Thousands of Hong Kong university students abandoned classes on Monday to rally against Chinese government limits on voting rights, a bellwether demonstration of the city’s appetite for turning smoldering discontent into street-level opposition, the New York Times reports:
Last month, the Chinese legislature proposed election rule changes for Hong Kong. Starting in 2017, they would allow residents to vote directly for the leader of the city’s government, the chief executive, but a nominating committee dominated by pro-Beijing loyalists would be used to restrict how many and which candidates could enter the contest.
The demonstrations may have only the slightest chance of forcing Beijing to change its mind and allow an open ballot, but student activists said they were ready to fight for many years…..Frustration with Chinese policy in Hong Kong is especially deep among the young, and contention over voting rights has given many otherwise apolitical students a jolt of civic engagement.

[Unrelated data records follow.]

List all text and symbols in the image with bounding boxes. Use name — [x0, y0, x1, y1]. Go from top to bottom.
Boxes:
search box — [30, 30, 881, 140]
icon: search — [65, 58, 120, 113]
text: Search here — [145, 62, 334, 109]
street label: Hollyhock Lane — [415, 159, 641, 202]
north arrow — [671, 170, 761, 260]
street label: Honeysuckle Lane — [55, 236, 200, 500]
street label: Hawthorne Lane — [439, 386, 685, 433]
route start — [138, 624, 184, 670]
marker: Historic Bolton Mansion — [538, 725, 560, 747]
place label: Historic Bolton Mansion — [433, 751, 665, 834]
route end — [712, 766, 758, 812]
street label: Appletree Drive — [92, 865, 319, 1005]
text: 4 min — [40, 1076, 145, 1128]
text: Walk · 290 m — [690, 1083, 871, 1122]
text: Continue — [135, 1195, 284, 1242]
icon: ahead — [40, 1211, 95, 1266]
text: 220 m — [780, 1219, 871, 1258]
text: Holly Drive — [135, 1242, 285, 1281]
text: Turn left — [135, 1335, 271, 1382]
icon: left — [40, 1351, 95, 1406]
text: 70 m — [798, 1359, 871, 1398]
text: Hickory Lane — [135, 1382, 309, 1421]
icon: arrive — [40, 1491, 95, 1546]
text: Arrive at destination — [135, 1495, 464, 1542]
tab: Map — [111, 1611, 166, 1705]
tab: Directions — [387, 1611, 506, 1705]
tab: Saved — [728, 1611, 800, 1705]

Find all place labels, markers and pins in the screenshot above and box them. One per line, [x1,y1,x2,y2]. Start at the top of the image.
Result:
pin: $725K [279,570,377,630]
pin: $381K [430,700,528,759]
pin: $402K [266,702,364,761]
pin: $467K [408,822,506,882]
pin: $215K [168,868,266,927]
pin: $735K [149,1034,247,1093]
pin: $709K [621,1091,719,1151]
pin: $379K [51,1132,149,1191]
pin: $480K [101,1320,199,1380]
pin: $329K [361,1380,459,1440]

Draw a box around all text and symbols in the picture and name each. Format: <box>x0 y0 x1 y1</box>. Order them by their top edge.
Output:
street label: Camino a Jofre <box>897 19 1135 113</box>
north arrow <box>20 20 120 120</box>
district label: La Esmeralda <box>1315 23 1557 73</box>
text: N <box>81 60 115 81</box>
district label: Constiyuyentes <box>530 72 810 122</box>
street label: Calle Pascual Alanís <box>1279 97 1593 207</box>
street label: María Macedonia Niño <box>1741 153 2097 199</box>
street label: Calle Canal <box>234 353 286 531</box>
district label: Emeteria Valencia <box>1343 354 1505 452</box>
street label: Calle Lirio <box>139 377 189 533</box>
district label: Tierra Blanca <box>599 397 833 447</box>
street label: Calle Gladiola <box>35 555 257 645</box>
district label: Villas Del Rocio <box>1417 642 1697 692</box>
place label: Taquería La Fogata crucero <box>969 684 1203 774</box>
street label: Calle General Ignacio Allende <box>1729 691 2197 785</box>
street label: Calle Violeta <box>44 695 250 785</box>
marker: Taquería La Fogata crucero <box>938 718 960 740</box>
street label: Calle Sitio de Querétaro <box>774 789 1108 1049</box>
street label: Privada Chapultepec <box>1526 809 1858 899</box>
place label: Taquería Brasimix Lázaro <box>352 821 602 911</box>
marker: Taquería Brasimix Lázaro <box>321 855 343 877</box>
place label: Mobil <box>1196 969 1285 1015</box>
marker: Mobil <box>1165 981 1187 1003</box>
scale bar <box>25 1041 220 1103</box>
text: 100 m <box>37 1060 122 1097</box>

Two of the world’s powerful autocracies, both rooted in the idea and practice of communist dictatorship, are bent on encroaching upon freedom and democracy on two different fronts: Ukraine and Hong Kong, former political prisoners Yang Jianli, Teng Biao and Hu Jia write for the Wall Street Journal:
China has the potential to become an even more relentless, aggressive dictatorship than Russia. From their support for rogue regimes in Iran, North Korea, and Syria to their military buildups and aggressive use of cyber warfare and technology theft, Moscow and Beijing are playing for keeps and their corrosive impact should worry the free world.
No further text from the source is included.